Western Sahara: a ‘peaceful solution’ to conflict is possible, says UN envoy

UN Photo/Martine Perret Peacekeepers have been stationed in Western Sahara since 1991 when the UN mission, MINURSO, was established. (file)

This article is brought to you in association with the United Nations.

The first UN-led talks in six years over the disputed Western Sahara-region concluded on a positive note on Thursday in Geneva, where the Organization’s representative Horst Köhler said that further discussions are planned “in the first quarter of 2019”.

Speaking to journalists after two days of roundtable discussions in the Swiss city, Mr Köhler said the meeting was a “first – but important – step” towards a renewed political process on the future of the disputed territory.

“I would like to applaud the delegations for having engaged openly and in a spirit of mutual respect,” he said, adding that “nobody wins from maintaining the status quo”.

Resolving the conflict “lies in the interest of all”, Mr. Köhler added, in his capacity as Personal Envoy of the Secretary-General for Western Sahara, where decades of conflict over disputed ownership has been contained since 1991, by the United Nations Mission for the Referendum in Western Sahara (MINURSO).

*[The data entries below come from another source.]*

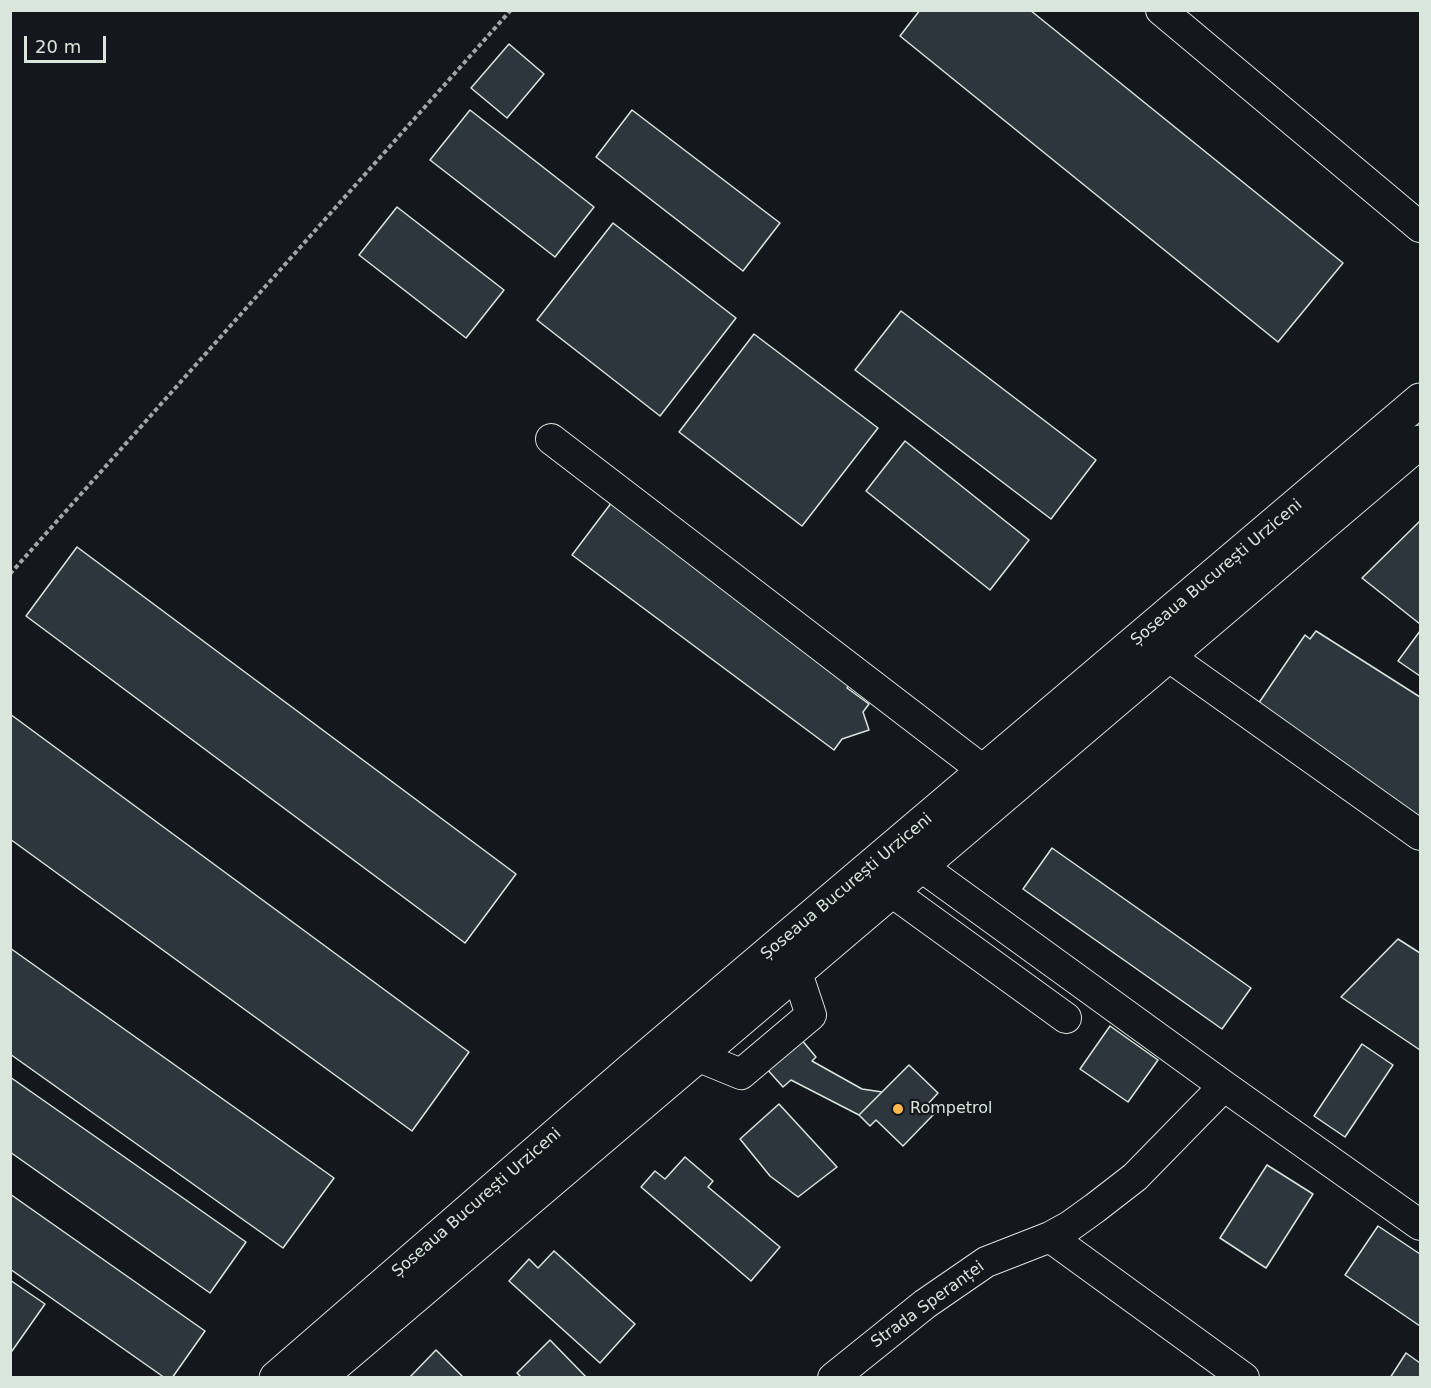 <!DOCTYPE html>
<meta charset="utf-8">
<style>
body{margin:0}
#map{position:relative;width:1431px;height:1388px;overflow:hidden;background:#14181c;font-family:"DejaVu Sans",sans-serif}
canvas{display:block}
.frame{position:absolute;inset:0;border:12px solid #d8e6dc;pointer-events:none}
.scale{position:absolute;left:24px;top:36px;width:82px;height:27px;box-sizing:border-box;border:3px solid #d8e6dc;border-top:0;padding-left:8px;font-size:18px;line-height:21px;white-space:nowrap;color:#d8e6dc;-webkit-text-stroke:4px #14181c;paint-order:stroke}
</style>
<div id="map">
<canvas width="1431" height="1388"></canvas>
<div class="frame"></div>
<div class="scale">20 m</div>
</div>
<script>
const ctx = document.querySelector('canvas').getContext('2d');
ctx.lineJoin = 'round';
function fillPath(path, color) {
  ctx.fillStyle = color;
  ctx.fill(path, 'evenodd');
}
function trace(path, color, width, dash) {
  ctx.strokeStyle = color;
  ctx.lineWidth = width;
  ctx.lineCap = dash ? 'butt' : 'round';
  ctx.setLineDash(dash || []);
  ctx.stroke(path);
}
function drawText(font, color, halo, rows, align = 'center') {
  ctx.font = font + ' "DejaVu Sans",sans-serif';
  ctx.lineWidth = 4.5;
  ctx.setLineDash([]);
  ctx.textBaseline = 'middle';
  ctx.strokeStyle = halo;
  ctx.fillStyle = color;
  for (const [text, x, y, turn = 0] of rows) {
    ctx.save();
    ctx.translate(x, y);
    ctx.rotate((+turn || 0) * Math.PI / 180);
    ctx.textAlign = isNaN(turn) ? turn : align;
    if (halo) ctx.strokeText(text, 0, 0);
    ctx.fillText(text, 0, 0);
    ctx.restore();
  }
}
const building = new Path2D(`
 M920 10H1030L1343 263 1278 342 900 36Z
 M509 44 544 74 507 118 471 88Z
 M470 110 594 207 555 257 430 160Z
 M632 110 780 223 743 271 596 157Z
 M397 207 504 290 466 338 359 255Z
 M613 223 736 318 660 416 537 320Z
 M901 311 1096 460 1051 519 855 370Z
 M754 334 878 428 802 526 679 432Z
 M905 441 1029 540 990 590 866 491Z
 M615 498 855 677 847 688 869 704 863 712 869 730 842 739 834 750 572 555Z
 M1420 521V624L1362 578Z
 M77 547 516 874 465 943 26 616Z
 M1316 631 1420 697V817L1254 710 1305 635 1310 639Z
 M1420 631V676L1398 661Z
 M10 714 469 1052 412 1131 10 839Z
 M1052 848 1251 988 1222 1029 1023 889Z
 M1398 939 1420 953V1050L1341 997Z
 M10 948 334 1178 283 1248 10 1054Z
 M1110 1026 1158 1060 1128 1102 1080 1069Z
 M800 1038 816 1057 812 1061 862 1089 882 1092 859 1115 791 1080 783 1087 766 1068Z
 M1362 1044 1393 1065 1345 1137 1314 1116Z
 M909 1065 938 1093 927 1105 935 1113 903 1146 876 1120 870 1126 859 1115Z
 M10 1077 246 1242 210 1293 10 1152Z
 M779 1104 837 1167 798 1197 770 1176 740 1139Z
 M685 1157 713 1181 708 1187 780 1247 751 1281 641 1187 655 1171 665 1179Z
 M1267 1165 1313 1194 1266 1268 1220 1238Z
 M10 1194 205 1331 172 1378H165L10 1269Z
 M1378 1226 1420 1254V1326L1345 1275Z
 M554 1251 635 1324 600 1363 509 1281 529 1259 538 1268Z
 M10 1280 45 1304 12 1351 10 1350Z
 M550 1340 587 1378H522L517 1373Z
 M436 1350 464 1378H409Z
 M1406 1353 1420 1363V1378H1390Z`);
fillPath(building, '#2c363c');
trace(building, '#d8e6dc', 1.5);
const minor = new Path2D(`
 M1161 10 1420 227
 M551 439 984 771
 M1168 656 1420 835
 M922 867 1224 1086 1420 1225
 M892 892 1066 1018
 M697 1056 741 1074 811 1015 796 970
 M1050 1237 1244 1378
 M833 1378 925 1304 986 1262 1050 1237 1070 1226 1095 1208 1135 1177 1224 1086`);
const highway = new Path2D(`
 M276 1378 632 1069 1420 400
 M319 1378 1420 442`);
trace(minor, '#d8e6dc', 32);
trace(highway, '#d8e6dc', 35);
trace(new Path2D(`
 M10 574 511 10`), '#9da8a2', 4, [4.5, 3]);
trace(minor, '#14181c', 30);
trace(highway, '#14181c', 33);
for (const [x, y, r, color] of [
 [898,1109,6,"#ffb74d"]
]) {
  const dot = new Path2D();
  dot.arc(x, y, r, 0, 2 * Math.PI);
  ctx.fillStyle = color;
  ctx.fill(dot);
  trace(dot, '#14181c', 2);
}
drawText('16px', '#d8e6dc', '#14181c', [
 ["Șoseaua București Urziceni",1217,573,-40],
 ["Șoseaua București Urziceni",847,887,-40],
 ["Șoseaua București Urziceni",477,1203,-41],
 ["Strada Speranței",928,1305,-36]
]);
drawText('16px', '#d8e6dc', '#14181c', [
 ["Rompetrol",910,1109]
], 'left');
</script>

Following the Geneva meeting, Mr. Köhler explained that the ultimate goal is “to create an environment in the region that is conducive to strong economic growth, job creation and better security”.

And looking ahead to next year’s talks, the Personal Envoy of the Secretary-General for Western Sahara expressed the hope that the process would be guided “by a concern for the men and women, the children and youth” of the territory.

“A peaceful solution to this conflict is possible,” he insisted, while also commending the representatives from Morocco, the Frente POLISARIO movement, Algeria and Mauritania for “engaging openly…and committing to resolving the conflict”.

Reading an agreed final communiqué, Mr. Köhler noted that all delegations “recognized that cooperation and regional integration, not confrontation, were the best way to address the many important challenges the region is facing”.

Mr Köhler also underlined the significance of the Geneva meeting – which follows a recent UN Security Council meeting and resolution to extend MINURSO – and explained the overall objective: for the people of Western Sahara to take charge of their future.

“The goal of this process is…according to the United Nations Security Council, to find “a just, lasting and mutually acceptable solution that will provide for the self-determination of the people of Western Sahara’,” he said.

Adopted on 31 October 2018, UN Security Council resolution 2440 calls on the parties to the dispute over Western Sahara “to engage constructively” in talks.

Parties should “demonstrate political will in order to advance the negotiations”, Council Members said, while also emphasizing the importance of an “enduring political solution based on compromise and the need to provide for the self-determination of the people of Western Sahara in a manner consistent with the Charter of the United Nations”.